Python package written in C++ for pairwise distance computation for sequences.

Project description

setriq: pairwise sequence distances

CircleCI codecov CodeFactor License: MIT

logo

A Python package written in C++ for computing pairwise distances between (immunoglobulin) sequences.

Documentation

Install

This package is available on PyPI

pip install setriq

Quickstart

setriq inherits from the torch philosophy of callable objects. Each Metric subclass is a callable upon initialisation, taking a list of objects (usually str) and returning a list of float values.

import setriq
metric = setriq.CdrDist()

sequences = [
    'CASSLKPNTEAFF',
    'CASSAHIANYGYTF',
    'CASRGATETQYF'
]
distances = metric(sequences)

The returned list is flat and contains N * (N - 1) / 2 elements, i.e. the lower (or upper) triangle of the distance matrix. To get the square form of the matrix, use scipy.spatial.distance.squareform on the returned distances.

About

As the header suggests, setriq is a no-frills Python package for fast computation of pairwise sequence distances, with a focus on immunoglobulins. It is a declarative framework and borrows many concepts from the popular torch library. It has been optimized for parallel compute on CPU architectures.

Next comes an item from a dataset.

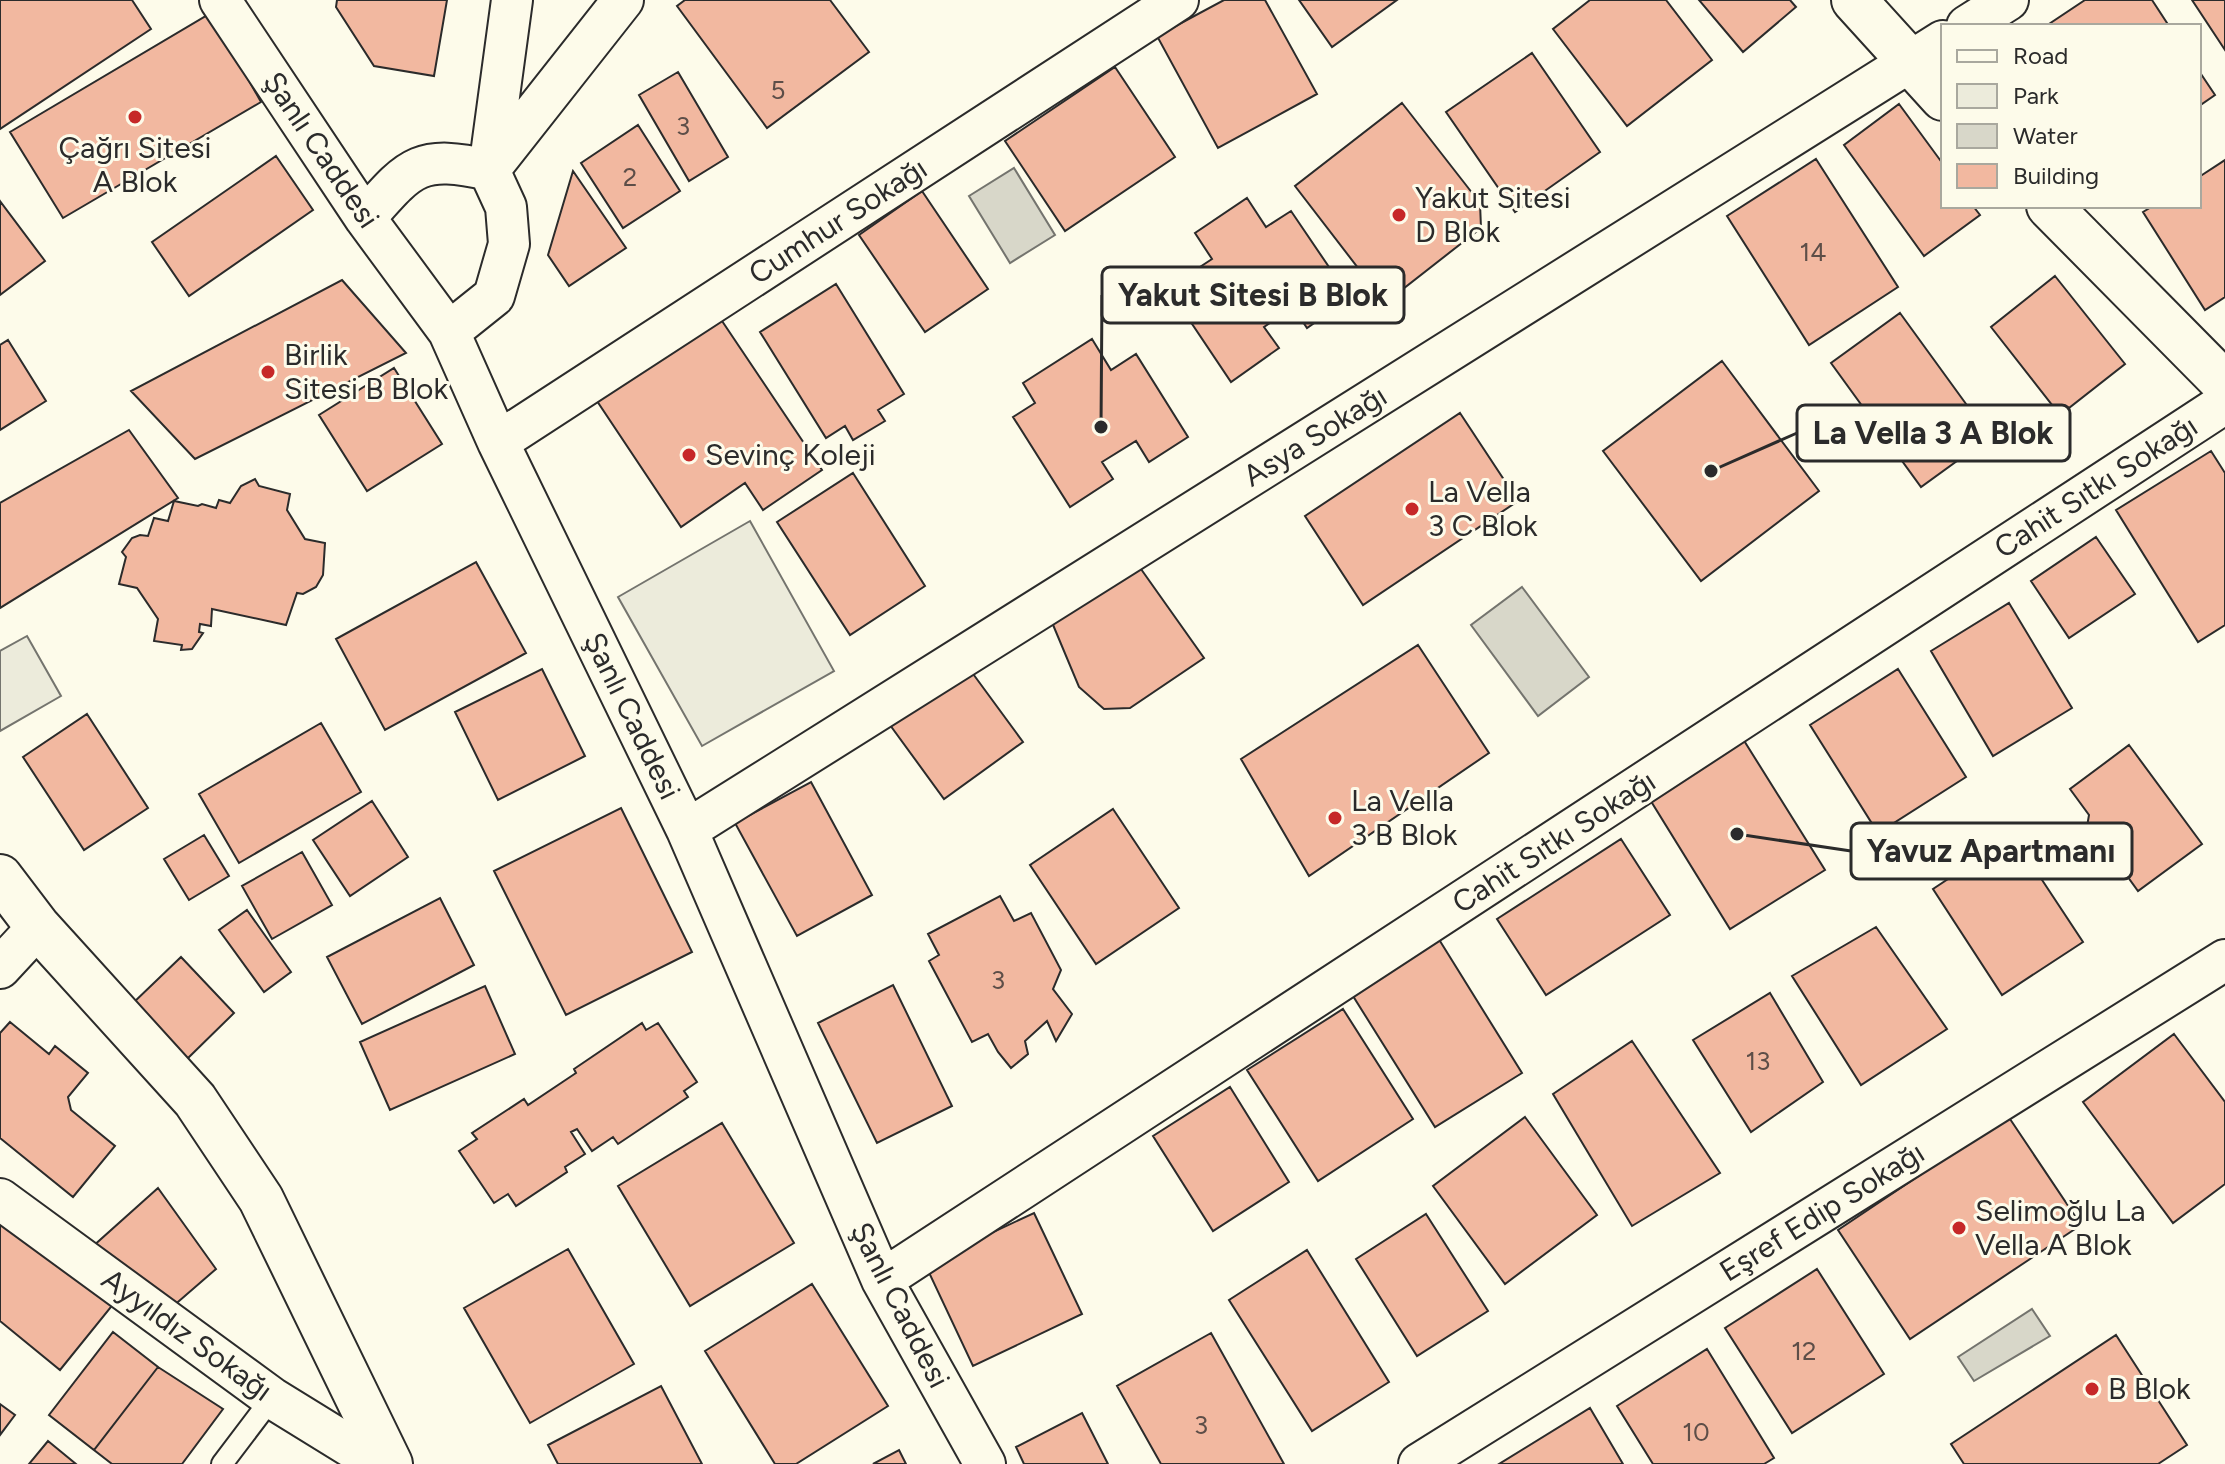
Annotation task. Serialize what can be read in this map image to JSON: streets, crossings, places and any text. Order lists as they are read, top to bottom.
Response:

Available distance functions:

  • CDRdist
  • Levenshtein
  • TCRdist
  • Hamming
  • Jaro
  • Jaro-Winkler
  • Longest Common Substring
  • Optimal String Alignment

These distance functions are available either through the object-based API (as seen above), which provides the CPU-based parallelism, or the functional API in setriq.single_dispatch. Unlike the object-based API, the functional API does a single comparison between two sequences for every call, i.e. it exposes the C++ distance functions without the parallelism wrapper. This can be useful for integration of setriq with other tools such as PySpark. For example:

from pyspark.sql import SparkSession
from pyspark.sql.functions import udf
from pyspark.sql.types import DoubleType

from setriq import single_dispatch as sd

spark = SparkSession \
   .builder \
   .appName("setriq-spark") \
   .getOrCreate()

df = spark.createDataFrame([('CASSLKPNTEAFF',), ('CASSAHIANYGYTF',), ('CASRGATETQYF',)], ['sequence'])
df = df.withColumnRenamed('sequence', 'a').crossJoin(df.withColumnRenamed('sequence', 'b'))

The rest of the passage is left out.